# ATI Radeon HD 4350 dual display with HP W2207 Monitors



## 4blue (Jul 24, 2009)

Hi all,

I am having some difficulties connecting two HP W2207 monitors to an ATI Radeon HD 4350 512MB DDR2 graphics card. 

Individually both monitors are working and when only one is connected to the card, via a DVI to VGA adapter they work fine. However, when i then attach a Y-cable to the DVI-VGA adapter, the computer fails to identify that there is two monitors and also recognise the type of monitors.This forces the resolution to drop (resorts back to the default settings) and also the inability to have an extended workspace over the two monitors.

Just wondering if i am going about it the correct way or if the graphics card or monitors are not suitable for a an extended workspace with a resolution of 1680x1050 on both monitors?

Many Thanks for any help.
4blue


----------



## Phædrus241 (Mar 28, 2009)

What is the brand of the card? Are there two DVI ports or is it a DVI and a VGA? 

Some cheaper brands will simply have a DVI slot, then a converter and a cable going to a VGA port.
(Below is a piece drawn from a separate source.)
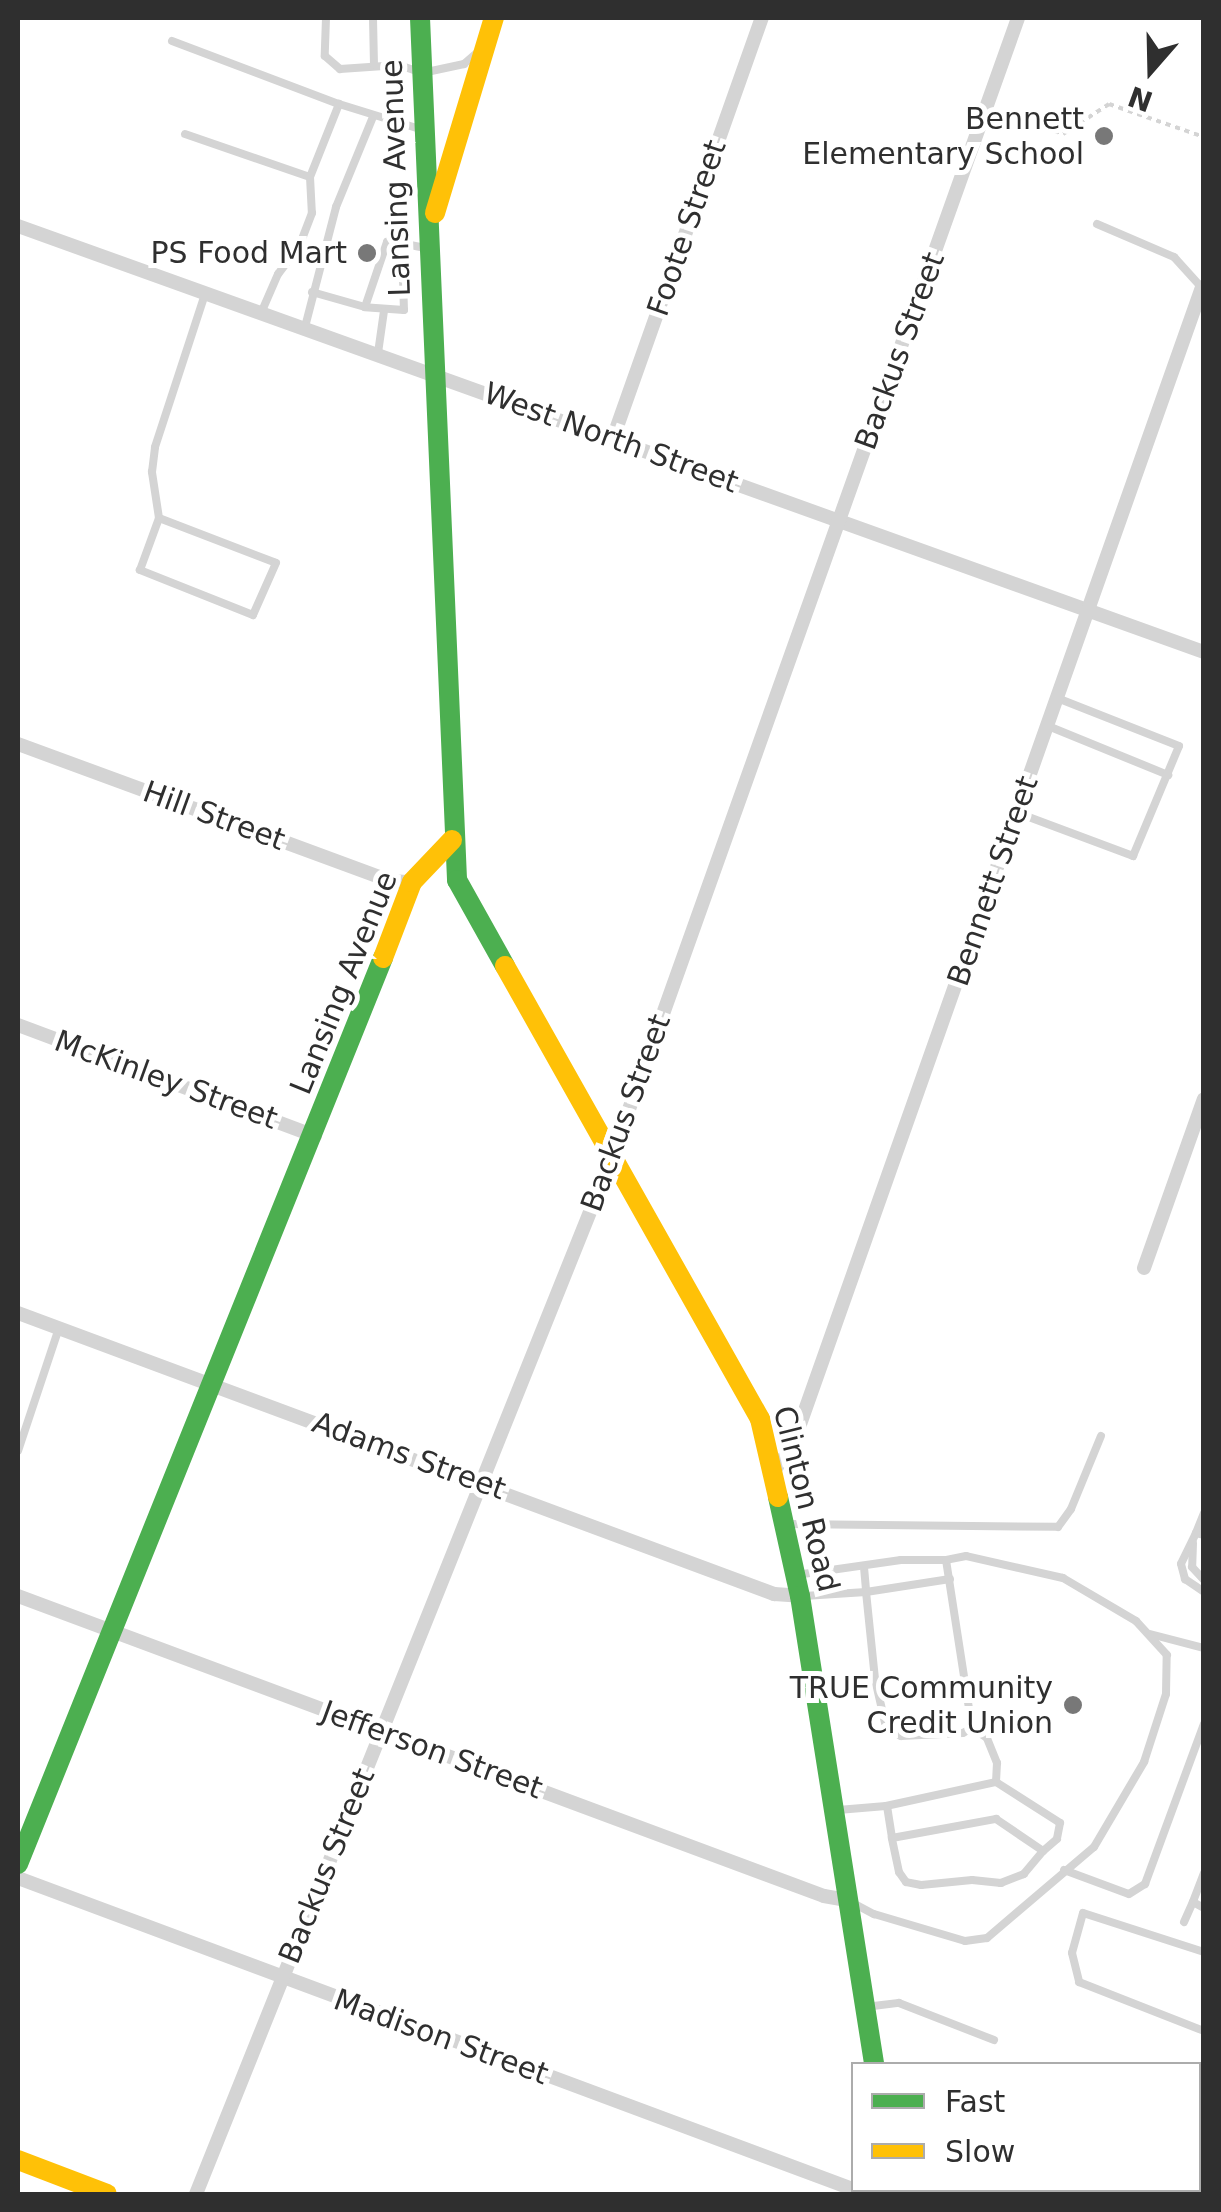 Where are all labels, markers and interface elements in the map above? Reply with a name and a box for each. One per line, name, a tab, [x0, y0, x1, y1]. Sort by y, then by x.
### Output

In that case you only really have one output, it will just work as either DVI or VGA. The good models will have two actual ports, usually two DVI.
Example:
Cheap: http://www.newegg.com/Product/Product.aspx?Item=N82E16814127436
Not cheap: http://www.newegg.com/Product/Product.aspx?Item=N82E16814102828
On the pictures you can see how the MSI one has a ribbon cable going from the DVI port to the VGA port, while the Sapphire has two DVI ports that go straight into the board.


----------



## ebackhus (Apr 21, 2005)

Generally with a y-splitter You'll need to select a resolution that is double the width of one of the monitors. That should make it span across both. Honestly, if it works with both outputs I'd just go with that.


----------



## digzz (Dec 3, 2010)

Can this be connected via HDMI & DVI with the same 1080 HD resolution?


----------



## emosun (Oct 4, 2006)

I feel the need to correct this thread.

Number one: If you use a splitter cable for vga/dvi , your monitors won't be recognized properly and just be set as default monitors. Dvi and vga are more complex signals that will have problems if you split them , they are not like composite or coax where you can split it uo as much as you like.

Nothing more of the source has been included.